TASK TO COMPLETE >>
Give back the data exactly, with no images.

··· DATA TO USE ···

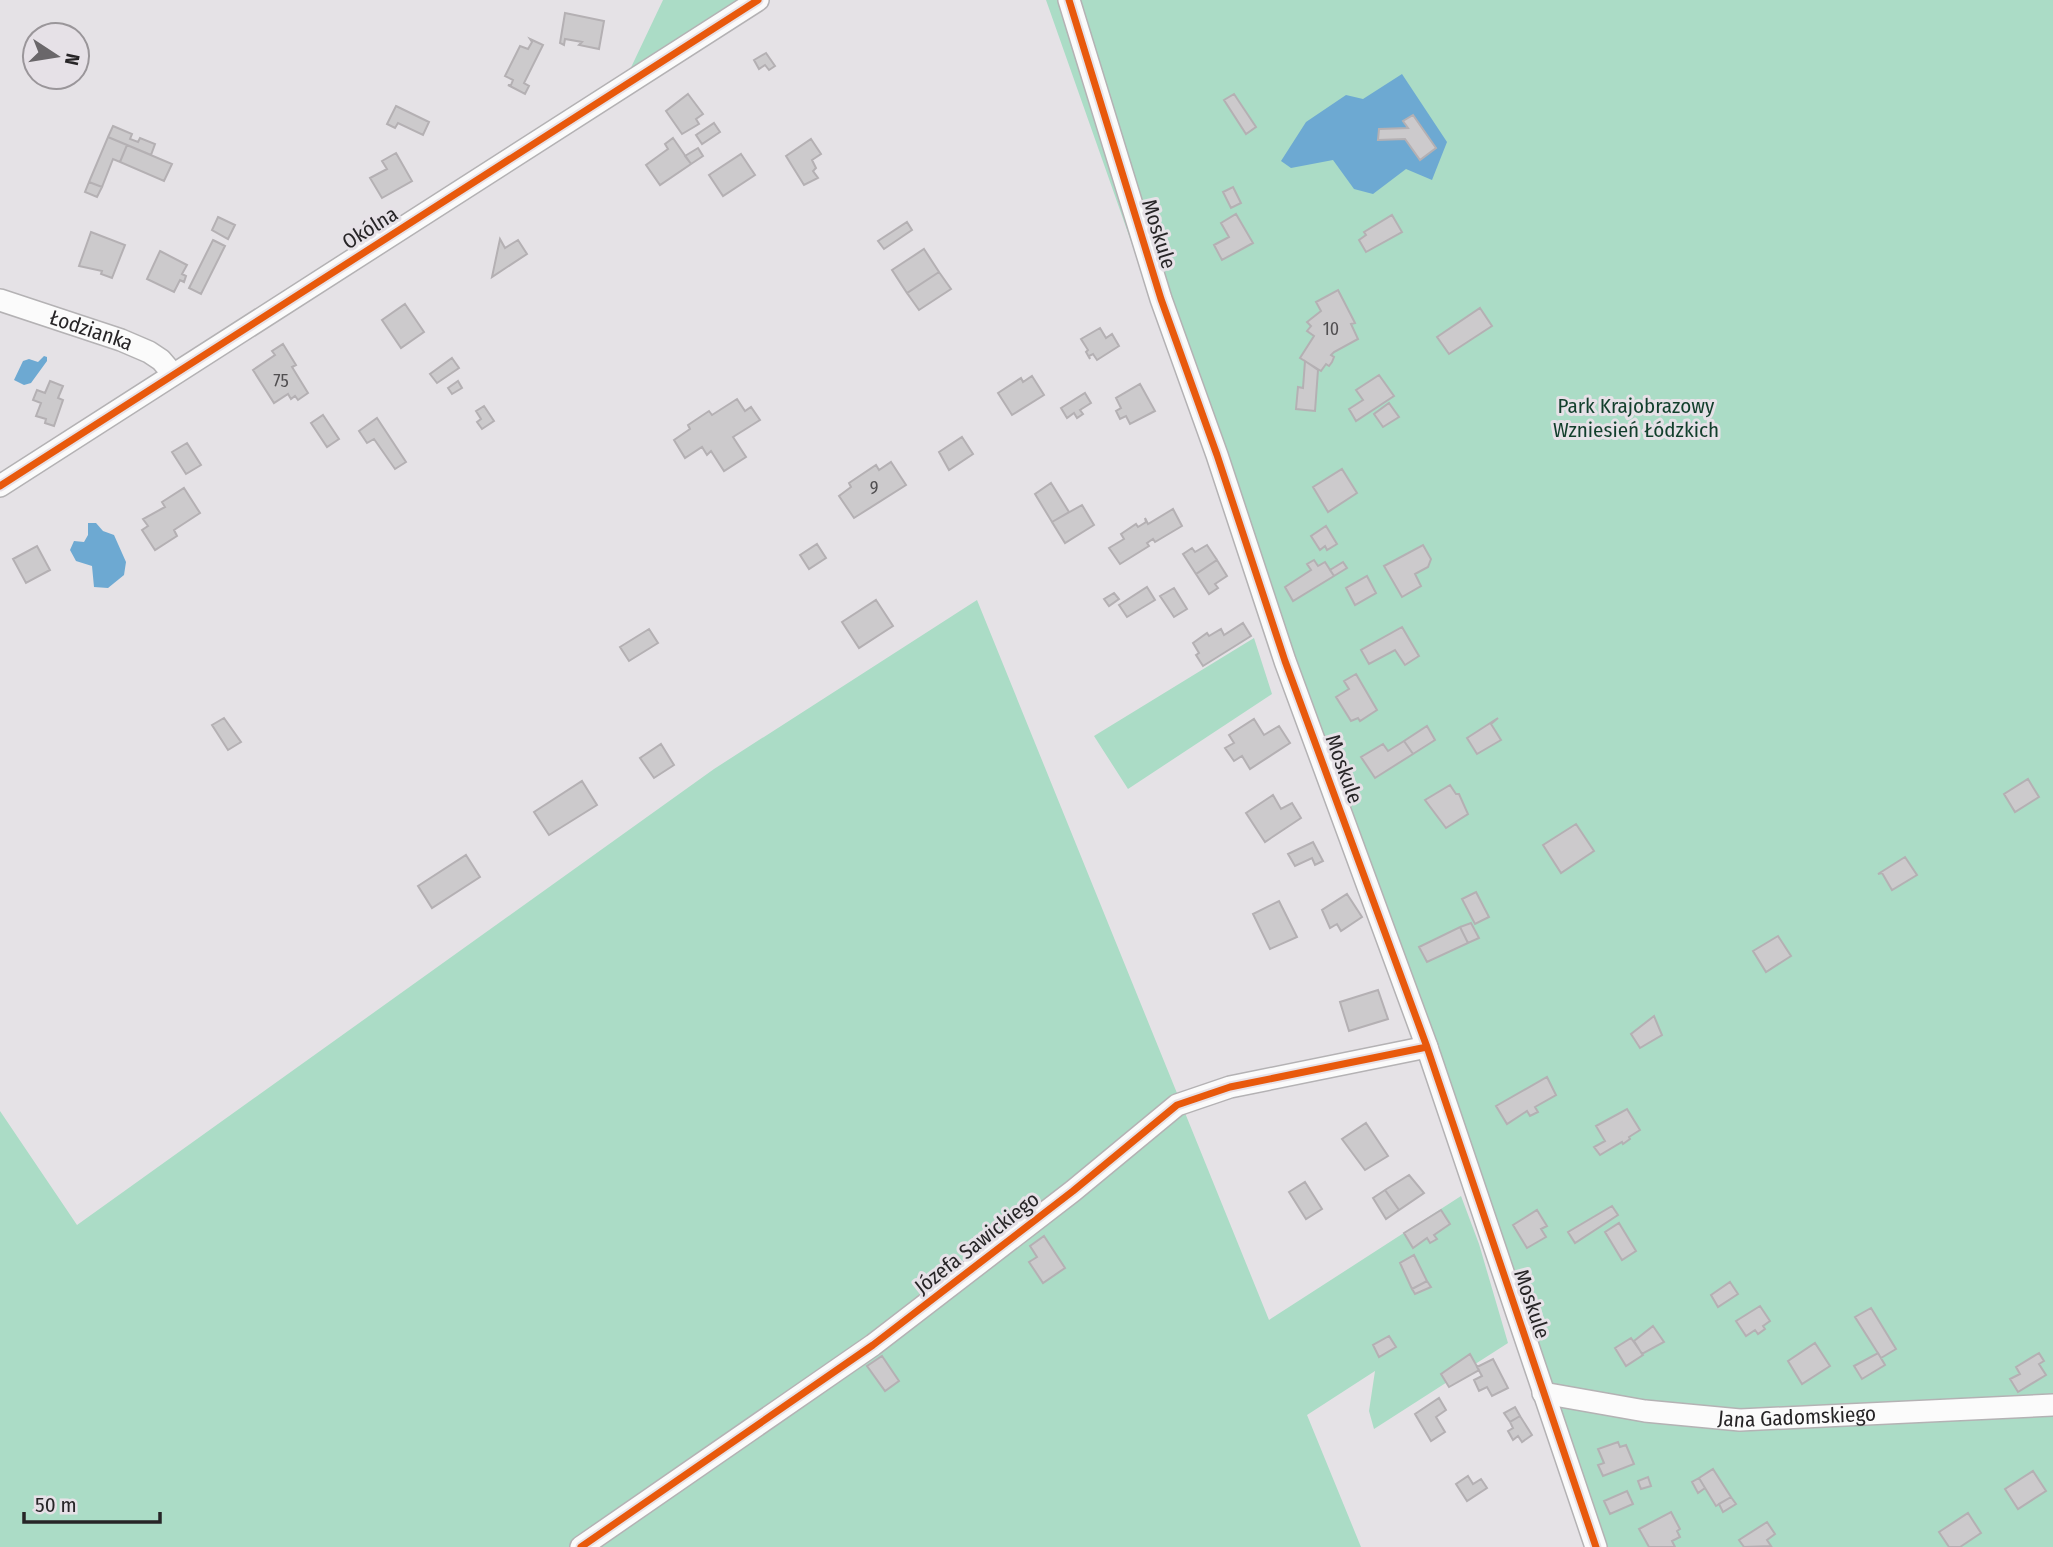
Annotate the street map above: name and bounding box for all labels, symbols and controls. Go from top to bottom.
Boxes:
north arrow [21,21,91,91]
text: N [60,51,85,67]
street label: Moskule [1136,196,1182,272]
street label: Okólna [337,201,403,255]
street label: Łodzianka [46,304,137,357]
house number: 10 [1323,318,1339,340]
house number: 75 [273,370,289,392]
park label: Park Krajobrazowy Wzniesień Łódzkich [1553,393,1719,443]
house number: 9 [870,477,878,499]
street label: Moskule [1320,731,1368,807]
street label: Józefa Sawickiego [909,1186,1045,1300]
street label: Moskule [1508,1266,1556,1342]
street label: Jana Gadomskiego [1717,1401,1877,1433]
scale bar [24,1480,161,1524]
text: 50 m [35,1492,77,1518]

···

EXERCISE OUTPUT >>
Annotate the street map above: name and bounding box for all labels, symbols and controls. Go from top to bottom.
Boxes:
north arrow [21,21,91,91]
text: N [60,51,85,67]
street label: Moskule [1136,196,1182,272]
street label: Okólna [337,201,403,255]
street label: Łodzianka [46,304,137,357]
house number: 10 [1323,318,1339,340]
house number: 75 [273,370,289,392]
park label: Park Krajobrazowy Wzniesień Łódzkich [1553,393,1719,443]
house number: 9 [870,477,878,499]
street label: Moskule [1320,731,1368,807]
street label: Józefa Sawickiego [909,1186,1045,1300]
street label: Moskule [1508,1266,1556,1342]
street label: Jana Gadomskiego [1717,1401,1877,1433]
scale bar [24,1480,161,1524]
text: 50 m [35,1492,77,1518]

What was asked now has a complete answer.